Data
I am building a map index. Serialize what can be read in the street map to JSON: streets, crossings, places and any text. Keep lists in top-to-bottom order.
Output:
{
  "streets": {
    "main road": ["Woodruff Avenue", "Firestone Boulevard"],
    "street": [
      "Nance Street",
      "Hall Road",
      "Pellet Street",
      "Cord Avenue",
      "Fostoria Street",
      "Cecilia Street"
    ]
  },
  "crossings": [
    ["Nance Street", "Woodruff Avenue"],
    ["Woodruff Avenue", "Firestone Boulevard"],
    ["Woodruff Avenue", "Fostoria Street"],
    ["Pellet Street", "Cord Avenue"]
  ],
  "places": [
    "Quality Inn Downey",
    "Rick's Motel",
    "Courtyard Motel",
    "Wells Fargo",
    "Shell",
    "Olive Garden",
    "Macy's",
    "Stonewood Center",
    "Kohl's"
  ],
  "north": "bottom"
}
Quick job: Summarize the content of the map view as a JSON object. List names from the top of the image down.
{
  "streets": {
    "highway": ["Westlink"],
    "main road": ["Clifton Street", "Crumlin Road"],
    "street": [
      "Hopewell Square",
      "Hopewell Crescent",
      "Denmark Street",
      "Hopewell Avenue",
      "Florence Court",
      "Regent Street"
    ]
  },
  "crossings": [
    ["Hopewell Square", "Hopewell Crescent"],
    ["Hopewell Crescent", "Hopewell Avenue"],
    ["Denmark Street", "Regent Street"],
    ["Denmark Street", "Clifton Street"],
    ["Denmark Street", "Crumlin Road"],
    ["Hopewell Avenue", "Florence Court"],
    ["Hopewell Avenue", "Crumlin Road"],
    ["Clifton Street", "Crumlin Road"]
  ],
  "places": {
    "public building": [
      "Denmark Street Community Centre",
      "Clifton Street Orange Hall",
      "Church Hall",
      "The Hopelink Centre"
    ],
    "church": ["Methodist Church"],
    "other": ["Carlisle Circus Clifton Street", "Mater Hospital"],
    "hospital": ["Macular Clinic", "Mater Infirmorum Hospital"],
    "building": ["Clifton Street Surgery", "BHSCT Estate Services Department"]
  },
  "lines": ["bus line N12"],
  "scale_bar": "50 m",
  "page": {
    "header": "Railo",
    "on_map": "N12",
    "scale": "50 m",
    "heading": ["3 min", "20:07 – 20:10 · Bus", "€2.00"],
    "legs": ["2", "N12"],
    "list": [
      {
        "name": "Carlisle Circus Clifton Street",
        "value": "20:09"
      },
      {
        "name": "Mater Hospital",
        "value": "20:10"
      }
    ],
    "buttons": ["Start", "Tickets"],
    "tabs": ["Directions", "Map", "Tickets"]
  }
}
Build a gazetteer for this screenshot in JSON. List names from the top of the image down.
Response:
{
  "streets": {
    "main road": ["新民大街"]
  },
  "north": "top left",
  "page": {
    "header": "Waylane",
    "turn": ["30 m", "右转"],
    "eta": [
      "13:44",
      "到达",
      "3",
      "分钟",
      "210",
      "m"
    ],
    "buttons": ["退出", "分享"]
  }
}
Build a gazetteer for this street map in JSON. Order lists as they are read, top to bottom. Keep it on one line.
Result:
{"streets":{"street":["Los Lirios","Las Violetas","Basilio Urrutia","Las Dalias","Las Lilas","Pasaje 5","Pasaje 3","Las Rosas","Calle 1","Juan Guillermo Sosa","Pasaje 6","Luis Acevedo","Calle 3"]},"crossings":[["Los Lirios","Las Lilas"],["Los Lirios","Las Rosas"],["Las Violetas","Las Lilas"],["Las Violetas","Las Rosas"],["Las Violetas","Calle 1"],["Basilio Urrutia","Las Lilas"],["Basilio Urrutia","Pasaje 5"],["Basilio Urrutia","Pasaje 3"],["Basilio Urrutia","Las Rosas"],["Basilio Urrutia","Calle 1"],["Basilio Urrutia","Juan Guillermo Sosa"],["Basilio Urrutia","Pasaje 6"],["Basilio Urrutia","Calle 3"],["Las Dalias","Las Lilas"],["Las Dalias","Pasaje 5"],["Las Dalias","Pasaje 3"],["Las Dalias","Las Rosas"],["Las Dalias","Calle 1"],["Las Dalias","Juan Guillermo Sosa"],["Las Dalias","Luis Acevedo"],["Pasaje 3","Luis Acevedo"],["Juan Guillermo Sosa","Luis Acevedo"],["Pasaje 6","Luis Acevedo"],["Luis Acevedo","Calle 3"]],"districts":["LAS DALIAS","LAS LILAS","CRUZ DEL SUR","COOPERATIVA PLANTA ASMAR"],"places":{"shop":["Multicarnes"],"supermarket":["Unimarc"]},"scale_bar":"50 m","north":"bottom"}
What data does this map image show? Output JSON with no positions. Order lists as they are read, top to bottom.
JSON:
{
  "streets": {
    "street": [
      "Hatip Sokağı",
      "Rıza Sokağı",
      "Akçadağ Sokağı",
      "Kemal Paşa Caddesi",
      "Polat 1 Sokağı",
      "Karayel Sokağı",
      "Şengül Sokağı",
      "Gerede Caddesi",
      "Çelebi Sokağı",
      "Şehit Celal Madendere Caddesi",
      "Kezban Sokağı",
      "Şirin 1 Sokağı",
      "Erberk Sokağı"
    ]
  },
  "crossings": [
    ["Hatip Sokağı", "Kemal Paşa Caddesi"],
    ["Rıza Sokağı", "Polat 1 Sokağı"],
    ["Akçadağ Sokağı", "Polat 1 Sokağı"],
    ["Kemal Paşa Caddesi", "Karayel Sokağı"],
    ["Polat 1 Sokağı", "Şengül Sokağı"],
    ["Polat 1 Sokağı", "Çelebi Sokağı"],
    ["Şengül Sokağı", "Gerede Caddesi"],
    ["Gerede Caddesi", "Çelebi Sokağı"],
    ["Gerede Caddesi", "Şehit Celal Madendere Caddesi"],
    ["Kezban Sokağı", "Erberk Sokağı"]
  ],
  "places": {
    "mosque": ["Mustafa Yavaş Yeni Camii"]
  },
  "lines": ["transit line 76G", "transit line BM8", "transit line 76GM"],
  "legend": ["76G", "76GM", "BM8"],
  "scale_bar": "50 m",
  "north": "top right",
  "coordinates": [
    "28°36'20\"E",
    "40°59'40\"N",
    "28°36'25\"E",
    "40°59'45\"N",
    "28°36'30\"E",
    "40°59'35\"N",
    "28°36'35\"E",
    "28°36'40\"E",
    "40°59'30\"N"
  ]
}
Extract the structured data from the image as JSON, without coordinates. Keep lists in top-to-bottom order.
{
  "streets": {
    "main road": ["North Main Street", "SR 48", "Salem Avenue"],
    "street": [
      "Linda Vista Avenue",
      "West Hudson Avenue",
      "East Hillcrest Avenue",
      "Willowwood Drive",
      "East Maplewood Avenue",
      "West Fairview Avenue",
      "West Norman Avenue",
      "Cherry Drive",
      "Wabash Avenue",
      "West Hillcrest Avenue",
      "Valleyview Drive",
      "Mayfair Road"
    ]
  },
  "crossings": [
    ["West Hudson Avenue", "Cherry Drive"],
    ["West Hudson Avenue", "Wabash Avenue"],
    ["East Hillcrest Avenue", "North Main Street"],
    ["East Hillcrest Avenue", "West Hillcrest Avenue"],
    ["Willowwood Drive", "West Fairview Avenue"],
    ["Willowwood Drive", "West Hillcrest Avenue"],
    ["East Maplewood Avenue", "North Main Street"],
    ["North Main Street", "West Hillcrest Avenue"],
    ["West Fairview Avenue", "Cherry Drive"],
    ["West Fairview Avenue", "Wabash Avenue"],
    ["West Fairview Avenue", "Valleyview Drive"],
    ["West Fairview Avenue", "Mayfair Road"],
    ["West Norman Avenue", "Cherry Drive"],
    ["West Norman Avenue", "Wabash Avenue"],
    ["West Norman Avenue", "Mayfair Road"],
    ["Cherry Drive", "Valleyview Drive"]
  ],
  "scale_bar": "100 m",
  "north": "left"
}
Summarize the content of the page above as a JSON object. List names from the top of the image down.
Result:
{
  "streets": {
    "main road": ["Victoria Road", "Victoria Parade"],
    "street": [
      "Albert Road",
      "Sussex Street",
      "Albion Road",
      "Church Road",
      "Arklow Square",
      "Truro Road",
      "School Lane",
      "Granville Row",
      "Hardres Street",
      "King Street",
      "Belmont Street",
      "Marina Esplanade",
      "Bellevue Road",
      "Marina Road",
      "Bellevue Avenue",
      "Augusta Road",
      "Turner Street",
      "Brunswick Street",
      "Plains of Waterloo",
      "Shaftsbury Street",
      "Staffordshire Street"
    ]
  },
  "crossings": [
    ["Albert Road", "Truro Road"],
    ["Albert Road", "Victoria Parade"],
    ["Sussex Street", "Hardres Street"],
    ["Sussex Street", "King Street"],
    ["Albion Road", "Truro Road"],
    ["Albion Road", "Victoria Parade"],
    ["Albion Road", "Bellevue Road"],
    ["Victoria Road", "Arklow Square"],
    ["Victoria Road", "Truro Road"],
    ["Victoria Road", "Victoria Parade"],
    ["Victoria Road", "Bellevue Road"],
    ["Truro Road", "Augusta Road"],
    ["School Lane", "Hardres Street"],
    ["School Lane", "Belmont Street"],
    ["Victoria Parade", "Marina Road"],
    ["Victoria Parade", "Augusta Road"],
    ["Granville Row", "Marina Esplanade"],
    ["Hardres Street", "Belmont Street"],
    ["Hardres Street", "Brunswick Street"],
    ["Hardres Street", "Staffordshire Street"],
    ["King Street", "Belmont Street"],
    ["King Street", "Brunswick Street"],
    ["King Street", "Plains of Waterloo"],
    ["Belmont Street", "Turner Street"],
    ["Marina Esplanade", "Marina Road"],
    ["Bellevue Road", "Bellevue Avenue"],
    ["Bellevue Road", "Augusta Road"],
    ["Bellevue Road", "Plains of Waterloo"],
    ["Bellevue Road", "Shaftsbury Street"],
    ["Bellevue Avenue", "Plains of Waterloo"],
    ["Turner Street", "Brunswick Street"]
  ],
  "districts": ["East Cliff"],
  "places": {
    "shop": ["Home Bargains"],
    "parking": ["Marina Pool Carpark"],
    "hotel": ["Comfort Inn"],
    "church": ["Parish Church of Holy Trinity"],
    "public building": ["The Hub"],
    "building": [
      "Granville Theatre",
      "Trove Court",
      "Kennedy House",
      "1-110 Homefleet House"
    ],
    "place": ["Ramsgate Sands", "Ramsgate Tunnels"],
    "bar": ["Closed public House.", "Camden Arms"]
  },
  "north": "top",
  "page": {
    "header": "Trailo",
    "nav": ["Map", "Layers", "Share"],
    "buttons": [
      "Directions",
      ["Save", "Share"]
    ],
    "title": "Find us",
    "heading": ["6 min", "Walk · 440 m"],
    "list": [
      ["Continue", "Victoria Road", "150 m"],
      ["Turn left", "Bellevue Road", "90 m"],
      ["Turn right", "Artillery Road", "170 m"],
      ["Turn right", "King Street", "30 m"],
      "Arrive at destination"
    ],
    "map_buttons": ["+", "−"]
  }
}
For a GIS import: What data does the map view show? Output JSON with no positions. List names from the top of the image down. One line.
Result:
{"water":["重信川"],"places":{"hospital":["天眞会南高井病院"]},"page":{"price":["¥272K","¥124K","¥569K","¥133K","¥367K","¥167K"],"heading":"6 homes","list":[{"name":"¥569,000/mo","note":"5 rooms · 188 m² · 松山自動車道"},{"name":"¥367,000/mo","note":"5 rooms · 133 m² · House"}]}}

Exercise
Display every line of the listing that contains the string "Erberk".

Output of the task
      "Erberk Sokağı"
    ["Kezban Sokağı", "Erberk Sokağı"]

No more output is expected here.